Efendim, değerli arkadaşlarım ifade etti ama ben bir kere daha vurgulamak istiyorum, o da: Madencilik konusu, ormanlık alanlarda madencilik faaliyetlerinin getirdiği zararlar bilinen bir konu ama bu konuda sanırım şu önerilere kulak vermekte fayda var: Millî Parklar Kanunu yeniden düzenlenerek doğal koruma alanlarının madencilik çalışmalarına kapatılması gerekmektedir.

Yine, değerli arkadaşlarımız gündeme getiriyor konuşmalarının bazı bölümlerinde. Bakanlığınızla ilgili hususların geçtiğimiz yıllarda sürekli işte torba kanunlara bir madde eklemek, birkaç madde eklemek gibi getirilmesi hepimiz için ama Bakanlığınız için aslında yani bir bütün hâlinde değerlendirilmemesi bence sakıncalıdır, zaten torba kanun konusunda biz Cumhuriyet Halk Partisi olarak hep bunun yanlışlığını vurgulamaktayız, bir torbanın içine atılan ve birbiriyle alakasız olan konuların bir gecede çıkarılmasına.
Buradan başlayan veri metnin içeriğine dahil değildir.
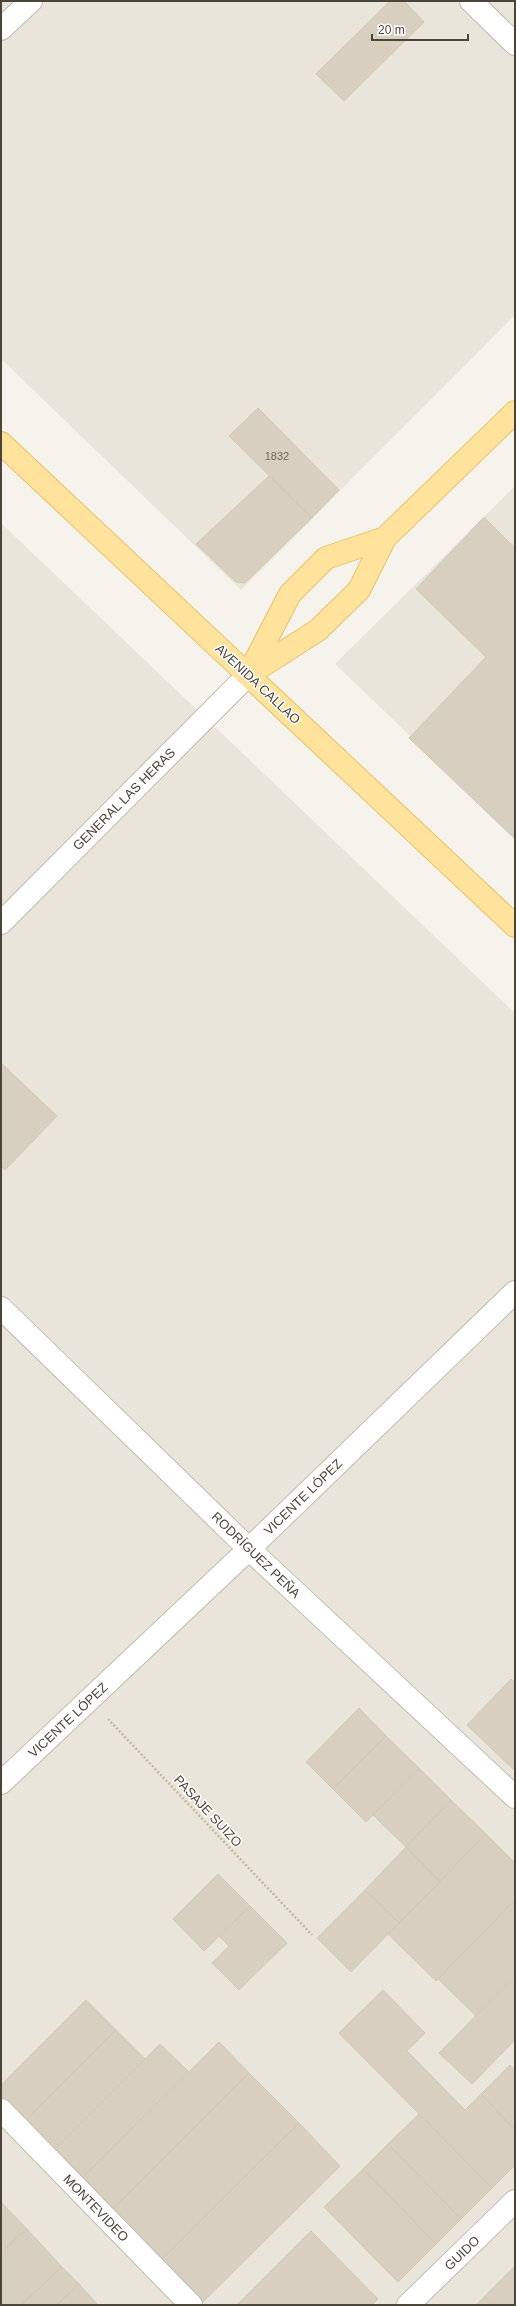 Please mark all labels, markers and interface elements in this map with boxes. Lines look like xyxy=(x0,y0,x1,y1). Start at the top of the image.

Ama, bu konunun ben sizi de... Ki en fazla son dönemde baktığımızda, bir gecede çıkarılan kanun maddeleri anlamında en fazla Orman Bakanlığına ilişkin hususlarla bu konunun gündeme geldiğini görüyoruz.

Bir de kısa süre önce Danıştay bir karar aldı, biliyorsunuz, belediyelerin üçüncü şahıslar aracılığıyla orman alanlarına inşaat, yıkıntı, hafriyat atıkları dökmelerine ilişkin uygulamayı iptal etti. Bu konuda yeni bir düzenleme yapılmamasının, yani bunu sulandıracak bir düzenleme yapılmamasının önemli olduğunu düşünüyoruz. Yani, olumludur bu iptal kararı, yani tekrar bir işte üçüncü şahıslara bunun belediyeler eliyle verilmesine imkân sağlayacak bir düzenleme çıkarılmamasını talep ediyoruz.

Sayın Bakanım, konuşmanın sonunda biraz da bölgesel, Eskişehir'e ilişkin ama yine Türkiye'yi, 81 ilimizi ilgilendirdiğini düşündüğüm birkaç hususa değinmek istiyorum, bu da: Mihalıçcık Gürleyik örneğinden yola çıkarak, burada biliyorsunuz, doğal sit alanı ilan edilmiş bir bölge var; buradaki su DSİ tarafından borulu sistemle başka bir bölgeye aktarılmakta ve bu alan yok olma tehlikesi altındadır. Doğal sit alanının korunması için su alımının durdurulması ya da alanı tehdit etmeyecek miktarda suyun alınmasının sağlanması gerekmektedir. Tahmin ediyorum, sadece Mihalıçcıklıların, Gürleyiklilerin sıkıntısı değildir bu, diğer meslektaşlarımızın geldiği yerlerde de aynı benzer sıkıntılar vardır.

Yine, bir başka konu da Orta Sakarya Vadisi'nde yapılmış ve yapımına devam edilen pompaj sulama tesisleri bulunmaktadır fakat sulamada uygulanan enerji bedelleri nedeniyle çiftçiler bu sistemi kullanamamakta veya sulama birliklerinin çok büyük borçları altında varlığını sürdürememektedirler. Ben ziyaret de ettim, haciz gitmiş, icra gitmiş, her şey gitmiş, ne yapacağını bilmiyor oradaki köylü. Eğer hani yolunuz düşerse Sarıcakaya'da Mihallıççık'ın hemen ilerisindeki bir köye gitmişler...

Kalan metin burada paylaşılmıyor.